BEGIN Material provided

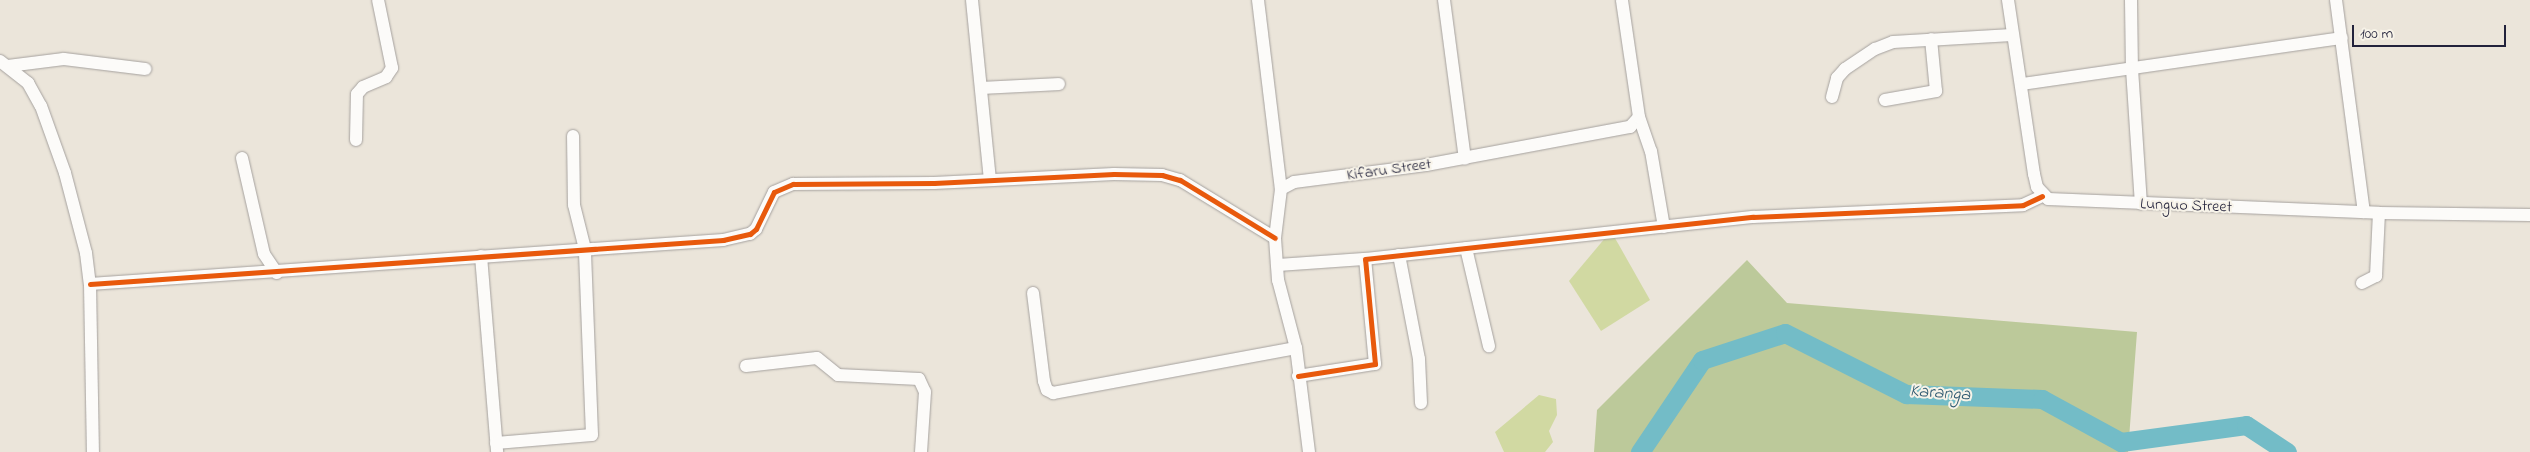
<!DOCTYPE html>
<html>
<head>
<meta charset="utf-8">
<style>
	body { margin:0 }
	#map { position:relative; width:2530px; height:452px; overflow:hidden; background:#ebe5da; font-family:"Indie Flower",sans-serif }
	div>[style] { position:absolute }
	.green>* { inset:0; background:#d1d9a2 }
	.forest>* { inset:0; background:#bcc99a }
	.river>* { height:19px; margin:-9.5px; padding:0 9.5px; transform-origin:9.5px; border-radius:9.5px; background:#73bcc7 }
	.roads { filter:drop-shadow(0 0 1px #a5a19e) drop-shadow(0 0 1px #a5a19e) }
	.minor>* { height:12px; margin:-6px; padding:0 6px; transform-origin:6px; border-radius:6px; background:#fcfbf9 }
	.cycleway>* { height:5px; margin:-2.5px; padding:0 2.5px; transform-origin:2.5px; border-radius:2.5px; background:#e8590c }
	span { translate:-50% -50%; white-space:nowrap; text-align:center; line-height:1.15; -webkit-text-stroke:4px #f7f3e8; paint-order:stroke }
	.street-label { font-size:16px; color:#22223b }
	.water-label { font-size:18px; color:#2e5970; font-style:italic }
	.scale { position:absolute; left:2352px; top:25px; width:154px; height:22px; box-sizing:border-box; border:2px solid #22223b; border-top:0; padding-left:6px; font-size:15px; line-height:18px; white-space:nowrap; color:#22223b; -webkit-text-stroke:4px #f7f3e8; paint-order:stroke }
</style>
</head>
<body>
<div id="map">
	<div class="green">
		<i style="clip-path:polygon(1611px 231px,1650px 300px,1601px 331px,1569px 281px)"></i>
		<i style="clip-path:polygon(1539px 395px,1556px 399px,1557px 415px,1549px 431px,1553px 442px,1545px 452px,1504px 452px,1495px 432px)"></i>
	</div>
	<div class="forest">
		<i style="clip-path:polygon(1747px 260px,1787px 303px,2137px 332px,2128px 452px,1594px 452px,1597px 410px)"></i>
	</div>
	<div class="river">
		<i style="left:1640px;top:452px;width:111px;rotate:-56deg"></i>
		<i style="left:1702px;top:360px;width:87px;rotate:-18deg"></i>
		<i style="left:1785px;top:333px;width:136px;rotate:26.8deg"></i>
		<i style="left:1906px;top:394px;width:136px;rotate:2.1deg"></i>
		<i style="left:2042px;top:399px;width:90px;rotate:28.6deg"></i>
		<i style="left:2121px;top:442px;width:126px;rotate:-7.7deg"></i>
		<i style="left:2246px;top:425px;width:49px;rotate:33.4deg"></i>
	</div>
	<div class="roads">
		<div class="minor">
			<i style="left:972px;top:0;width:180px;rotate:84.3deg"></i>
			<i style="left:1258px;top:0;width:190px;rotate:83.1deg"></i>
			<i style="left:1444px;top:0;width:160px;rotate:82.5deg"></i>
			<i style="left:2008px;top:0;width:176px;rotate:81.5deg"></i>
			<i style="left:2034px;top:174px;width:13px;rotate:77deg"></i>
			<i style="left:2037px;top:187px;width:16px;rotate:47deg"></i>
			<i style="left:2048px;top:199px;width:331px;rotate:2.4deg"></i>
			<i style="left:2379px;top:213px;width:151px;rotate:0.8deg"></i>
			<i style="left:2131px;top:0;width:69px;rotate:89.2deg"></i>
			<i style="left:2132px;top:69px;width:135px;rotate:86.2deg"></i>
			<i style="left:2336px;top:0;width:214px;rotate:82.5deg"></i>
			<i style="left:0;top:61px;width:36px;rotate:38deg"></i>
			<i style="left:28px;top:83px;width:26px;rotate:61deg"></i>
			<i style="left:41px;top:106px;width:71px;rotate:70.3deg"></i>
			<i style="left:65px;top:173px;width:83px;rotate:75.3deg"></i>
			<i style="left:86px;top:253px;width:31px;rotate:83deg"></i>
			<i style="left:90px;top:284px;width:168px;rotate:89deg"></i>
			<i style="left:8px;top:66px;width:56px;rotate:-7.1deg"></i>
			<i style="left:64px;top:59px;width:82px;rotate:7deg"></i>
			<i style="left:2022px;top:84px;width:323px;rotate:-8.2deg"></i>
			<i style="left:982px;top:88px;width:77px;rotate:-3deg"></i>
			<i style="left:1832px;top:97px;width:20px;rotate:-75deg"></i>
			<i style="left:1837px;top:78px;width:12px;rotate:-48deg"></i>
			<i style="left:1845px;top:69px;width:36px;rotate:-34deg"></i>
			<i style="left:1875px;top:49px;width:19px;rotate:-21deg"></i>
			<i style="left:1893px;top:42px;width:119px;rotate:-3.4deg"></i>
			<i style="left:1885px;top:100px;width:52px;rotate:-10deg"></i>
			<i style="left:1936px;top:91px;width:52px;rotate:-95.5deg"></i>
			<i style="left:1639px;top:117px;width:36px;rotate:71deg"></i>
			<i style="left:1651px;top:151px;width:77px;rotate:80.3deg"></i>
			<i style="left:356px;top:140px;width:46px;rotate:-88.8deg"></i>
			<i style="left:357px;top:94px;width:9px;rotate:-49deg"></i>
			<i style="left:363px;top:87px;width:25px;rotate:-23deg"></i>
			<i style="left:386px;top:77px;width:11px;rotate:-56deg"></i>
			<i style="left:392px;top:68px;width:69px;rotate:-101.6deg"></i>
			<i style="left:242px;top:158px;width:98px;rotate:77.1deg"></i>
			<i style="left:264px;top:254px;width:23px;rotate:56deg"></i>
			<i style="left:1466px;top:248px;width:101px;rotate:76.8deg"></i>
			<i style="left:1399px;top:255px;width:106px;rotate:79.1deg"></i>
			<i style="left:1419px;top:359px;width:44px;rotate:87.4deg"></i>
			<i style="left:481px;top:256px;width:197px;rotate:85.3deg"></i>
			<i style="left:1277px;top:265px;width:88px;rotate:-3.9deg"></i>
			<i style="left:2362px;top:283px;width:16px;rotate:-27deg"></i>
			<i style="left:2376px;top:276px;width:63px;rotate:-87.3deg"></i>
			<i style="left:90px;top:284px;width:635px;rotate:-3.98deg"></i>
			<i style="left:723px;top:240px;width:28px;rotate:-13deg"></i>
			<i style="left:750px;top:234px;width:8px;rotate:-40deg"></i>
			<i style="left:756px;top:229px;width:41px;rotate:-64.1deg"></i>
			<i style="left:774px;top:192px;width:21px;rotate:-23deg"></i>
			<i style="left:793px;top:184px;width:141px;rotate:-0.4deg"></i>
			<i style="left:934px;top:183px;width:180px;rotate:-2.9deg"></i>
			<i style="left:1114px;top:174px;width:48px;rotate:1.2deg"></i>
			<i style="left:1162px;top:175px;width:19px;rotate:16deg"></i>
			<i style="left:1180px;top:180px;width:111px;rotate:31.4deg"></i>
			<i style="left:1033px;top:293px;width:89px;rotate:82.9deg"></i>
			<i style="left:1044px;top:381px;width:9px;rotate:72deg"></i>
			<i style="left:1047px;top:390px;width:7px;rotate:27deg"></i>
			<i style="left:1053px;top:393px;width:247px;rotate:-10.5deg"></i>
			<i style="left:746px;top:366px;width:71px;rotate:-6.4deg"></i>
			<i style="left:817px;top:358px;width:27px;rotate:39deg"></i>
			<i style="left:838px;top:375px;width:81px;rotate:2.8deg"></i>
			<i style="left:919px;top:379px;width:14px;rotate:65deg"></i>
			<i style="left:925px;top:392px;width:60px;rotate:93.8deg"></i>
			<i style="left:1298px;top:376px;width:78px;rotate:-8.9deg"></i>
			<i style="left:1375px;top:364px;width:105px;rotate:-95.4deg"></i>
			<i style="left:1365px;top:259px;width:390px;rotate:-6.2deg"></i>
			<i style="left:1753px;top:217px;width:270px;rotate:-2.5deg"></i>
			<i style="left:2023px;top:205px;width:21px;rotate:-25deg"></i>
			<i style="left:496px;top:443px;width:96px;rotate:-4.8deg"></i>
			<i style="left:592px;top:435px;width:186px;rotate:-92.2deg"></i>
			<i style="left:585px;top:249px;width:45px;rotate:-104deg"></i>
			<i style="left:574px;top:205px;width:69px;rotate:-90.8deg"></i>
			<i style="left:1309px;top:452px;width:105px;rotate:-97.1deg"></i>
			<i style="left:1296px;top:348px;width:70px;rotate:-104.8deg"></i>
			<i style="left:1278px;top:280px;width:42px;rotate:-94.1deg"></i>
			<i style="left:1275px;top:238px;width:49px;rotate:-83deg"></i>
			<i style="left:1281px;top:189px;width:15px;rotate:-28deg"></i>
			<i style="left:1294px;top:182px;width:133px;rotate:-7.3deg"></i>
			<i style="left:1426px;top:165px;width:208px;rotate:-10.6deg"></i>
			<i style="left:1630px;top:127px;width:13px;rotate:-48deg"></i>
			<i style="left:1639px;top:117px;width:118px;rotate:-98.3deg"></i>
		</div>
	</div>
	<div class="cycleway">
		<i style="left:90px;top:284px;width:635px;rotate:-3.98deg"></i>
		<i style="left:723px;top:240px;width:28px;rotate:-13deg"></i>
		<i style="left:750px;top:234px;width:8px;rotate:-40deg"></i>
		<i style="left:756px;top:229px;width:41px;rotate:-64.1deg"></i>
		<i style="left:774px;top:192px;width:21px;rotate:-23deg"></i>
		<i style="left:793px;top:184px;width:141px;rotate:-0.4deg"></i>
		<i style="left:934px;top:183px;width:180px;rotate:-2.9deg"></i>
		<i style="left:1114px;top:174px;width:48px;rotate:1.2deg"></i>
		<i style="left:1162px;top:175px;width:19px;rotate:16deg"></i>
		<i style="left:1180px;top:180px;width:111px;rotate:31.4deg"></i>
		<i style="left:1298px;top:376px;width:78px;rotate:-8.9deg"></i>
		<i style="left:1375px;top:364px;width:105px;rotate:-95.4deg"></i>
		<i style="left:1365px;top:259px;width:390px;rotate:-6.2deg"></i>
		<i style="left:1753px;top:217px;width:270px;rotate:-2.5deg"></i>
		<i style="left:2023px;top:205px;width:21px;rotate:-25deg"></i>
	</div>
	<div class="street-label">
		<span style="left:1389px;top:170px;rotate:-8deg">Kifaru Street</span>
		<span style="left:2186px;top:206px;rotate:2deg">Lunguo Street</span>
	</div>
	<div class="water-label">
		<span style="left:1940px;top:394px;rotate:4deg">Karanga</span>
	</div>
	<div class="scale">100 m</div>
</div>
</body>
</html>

END Material provided
BEGIN Material provided

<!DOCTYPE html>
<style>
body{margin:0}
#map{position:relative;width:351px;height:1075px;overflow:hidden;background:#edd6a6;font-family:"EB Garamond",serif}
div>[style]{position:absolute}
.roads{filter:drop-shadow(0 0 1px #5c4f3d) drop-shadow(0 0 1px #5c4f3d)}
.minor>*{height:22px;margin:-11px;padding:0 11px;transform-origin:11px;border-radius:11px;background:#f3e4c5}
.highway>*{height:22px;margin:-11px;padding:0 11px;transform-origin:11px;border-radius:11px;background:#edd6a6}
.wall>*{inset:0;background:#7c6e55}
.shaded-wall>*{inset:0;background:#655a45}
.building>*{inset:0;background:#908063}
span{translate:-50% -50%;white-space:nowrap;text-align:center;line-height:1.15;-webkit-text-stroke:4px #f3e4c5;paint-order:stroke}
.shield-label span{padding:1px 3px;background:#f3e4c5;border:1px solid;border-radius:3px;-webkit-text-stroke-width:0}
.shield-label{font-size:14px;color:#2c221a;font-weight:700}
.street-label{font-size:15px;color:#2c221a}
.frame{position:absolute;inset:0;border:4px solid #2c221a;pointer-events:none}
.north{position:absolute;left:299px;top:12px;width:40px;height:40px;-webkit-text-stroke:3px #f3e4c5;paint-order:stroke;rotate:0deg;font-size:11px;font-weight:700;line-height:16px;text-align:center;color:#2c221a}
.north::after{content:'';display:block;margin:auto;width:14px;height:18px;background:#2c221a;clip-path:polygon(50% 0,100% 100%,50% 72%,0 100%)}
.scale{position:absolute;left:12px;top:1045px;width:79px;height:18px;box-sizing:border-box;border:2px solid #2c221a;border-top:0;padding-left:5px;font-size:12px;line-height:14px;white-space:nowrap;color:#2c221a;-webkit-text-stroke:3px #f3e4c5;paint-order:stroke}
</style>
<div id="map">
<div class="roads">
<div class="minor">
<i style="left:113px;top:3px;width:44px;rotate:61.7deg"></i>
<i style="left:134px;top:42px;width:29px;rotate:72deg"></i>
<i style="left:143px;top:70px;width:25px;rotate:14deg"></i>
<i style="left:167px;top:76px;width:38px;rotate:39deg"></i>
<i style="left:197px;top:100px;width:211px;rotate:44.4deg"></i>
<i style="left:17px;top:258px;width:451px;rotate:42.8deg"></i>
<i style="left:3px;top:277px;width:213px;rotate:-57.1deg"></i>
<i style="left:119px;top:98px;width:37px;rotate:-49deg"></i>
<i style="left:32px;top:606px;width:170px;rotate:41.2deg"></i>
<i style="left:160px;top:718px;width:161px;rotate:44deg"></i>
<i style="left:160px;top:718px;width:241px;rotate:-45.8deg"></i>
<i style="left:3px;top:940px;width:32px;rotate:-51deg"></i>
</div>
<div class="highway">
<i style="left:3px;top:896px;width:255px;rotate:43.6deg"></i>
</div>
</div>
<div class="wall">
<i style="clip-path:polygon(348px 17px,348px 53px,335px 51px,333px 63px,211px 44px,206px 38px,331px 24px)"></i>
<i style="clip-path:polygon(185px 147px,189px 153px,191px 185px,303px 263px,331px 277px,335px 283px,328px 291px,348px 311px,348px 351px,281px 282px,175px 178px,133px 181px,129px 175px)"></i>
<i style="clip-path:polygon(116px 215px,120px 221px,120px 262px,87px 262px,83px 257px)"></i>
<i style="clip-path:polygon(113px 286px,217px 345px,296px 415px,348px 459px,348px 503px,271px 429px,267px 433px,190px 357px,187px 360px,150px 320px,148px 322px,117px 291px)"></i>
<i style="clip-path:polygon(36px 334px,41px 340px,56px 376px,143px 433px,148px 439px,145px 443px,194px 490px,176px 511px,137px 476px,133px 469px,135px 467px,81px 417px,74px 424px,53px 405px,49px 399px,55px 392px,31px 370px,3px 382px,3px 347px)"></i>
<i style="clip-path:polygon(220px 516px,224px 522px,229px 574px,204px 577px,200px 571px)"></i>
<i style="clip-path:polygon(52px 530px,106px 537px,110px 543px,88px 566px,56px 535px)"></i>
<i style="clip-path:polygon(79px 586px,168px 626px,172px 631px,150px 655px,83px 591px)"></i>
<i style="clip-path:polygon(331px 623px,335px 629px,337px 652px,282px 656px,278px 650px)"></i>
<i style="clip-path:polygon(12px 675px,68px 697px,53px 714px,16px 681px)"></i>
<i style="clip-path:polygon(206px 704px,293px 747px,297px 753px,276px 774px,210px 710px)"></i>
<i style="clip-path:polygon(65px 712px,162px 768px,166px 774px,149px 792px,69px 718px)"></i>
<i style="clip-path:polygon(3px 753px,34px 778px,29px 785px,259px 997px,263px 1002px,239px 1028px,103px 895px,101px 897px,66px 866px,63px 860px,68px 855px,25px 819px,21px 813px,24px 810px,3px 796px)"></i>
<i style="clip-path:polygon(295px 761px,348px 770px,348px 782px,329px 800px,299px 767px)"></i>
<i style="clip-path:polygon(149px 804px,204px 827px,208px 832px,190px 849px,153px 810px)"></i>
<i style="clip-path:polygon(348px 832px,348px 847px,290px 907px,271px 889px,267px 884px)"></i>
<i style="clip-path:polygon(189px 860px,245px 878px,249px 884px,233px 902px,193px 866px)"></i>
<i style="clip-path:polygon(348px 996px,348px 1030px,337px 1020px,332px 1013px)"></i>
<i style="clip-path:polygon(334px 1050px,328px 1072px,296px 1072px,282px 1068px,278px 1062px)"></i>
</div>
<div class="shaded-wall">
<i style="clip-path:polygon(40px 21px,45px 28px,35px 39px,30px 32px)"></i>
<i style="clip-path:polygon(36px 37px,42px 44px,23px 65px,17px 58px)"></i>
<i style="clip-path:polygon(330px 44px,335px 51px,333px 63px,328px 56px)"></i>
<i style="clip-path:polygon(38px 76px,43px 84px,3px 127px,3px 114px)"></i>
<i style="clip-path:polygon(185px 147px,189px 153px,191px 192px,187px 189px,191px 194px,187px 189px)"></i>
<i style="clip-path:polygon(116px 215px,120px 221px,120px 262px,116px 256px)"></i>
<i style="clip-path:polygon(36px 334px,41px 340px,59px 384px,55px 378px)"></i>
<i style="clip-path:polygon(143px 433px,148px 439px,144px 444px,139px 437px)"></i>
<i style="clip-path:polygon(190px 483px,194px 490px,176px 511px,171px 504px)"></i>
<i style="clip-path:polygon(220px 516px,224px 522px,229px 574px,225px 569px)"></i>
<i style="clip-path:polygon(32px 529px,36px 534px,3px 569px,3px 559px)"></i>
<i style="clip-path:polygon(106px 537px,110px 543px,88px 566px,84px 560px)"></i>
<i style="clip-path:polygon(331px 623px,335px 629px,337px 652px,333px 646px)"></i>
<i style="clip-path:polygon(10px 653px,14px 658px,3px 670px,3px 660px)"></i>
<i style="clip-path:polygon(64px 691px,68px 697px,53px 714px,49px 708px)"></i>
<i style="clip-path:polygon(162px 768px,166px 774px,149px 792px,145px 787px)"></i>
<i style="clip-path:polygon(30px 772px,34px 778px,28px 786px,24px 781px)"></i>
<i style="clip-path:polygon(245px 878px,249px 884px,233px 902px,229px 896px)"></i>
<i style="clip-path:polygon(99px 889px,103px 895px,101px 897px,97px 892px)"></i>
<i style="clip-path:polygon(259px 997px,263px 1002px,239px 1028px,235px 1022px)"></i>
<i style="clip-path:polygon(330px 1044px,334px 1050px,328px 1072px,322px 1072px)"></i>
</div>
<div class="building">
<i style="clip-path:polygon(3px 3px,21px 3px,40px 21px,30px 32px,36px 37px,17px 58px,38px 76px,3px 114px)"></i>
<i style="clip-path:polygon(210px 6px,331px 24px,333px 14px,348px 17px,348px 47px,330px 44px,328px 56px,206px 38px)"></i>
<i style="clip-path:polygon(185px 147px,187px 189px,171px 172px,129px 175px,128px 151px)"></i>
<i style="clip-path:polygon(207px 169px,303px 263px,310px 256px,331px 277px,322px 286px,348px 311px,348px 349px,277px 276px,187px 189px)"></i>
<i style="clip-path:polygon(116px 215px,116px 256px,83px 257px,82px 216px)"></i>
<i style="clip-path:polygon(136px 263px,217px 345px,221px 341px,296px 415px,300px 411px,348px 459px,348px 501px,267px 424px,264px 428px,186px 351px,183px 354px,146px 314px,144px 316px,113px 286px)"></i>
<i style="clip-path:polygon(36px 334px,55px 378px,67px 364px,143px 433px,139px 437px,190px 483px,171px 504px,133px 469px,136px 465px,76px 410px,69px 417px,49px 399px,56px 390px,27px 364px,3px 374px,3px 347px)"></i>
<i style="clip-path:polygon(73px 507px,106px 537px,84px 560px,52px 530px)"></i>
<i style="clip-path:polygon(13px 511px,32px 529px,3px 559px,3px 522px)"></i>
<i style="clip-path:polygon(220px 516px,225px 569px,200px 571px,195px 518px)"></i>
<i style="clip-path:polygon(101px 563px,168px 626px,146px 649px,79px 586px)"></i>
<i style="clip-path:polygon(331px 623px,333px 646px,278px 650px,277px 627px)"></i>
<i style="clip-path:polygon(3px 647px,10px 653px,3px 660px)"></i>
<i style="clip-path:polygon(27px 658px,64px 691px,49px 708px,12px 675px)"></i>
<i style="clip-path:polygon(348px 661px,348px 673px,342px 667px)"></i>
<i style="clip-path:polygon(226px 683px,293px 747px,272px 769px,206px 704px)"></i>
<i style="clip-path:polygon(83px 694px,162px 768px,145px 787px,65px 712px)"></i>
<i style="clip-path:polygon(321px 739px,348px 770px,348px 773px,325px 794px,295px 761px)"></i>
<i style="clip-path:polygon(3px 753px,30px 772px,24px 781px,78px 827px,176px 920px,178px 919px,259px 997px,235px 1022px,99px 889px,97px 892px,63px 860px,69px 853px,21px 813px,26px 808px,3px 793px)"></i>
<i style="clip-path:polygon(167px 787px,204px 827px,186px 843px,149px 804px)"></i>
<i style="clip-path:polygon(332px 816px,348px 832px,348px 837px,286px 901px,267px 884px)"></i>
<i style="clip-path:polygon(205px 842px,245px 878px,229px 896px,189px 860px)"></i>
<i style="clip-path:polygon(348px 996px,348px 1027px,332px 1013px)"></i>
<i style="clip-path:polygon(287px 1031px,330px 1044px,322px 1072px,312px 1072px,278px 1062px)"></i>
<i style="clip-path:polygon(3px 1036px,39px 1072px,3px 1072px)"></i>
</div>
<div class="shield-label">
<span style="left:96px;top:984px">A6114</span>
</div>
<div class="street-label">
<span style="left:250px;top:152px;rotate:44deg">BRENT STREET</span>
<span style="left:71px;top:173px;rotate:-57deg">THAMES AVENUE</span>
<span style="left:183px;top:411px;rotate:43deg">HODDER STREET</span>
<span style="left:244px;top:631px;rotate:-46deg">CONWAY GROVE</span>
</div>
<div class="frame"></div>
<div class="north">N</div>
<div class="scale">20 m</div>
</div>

END Material provided

• Exercise: Using the listing, say how many lines include the word "shaded", and add nothing else.

• Answer below: 2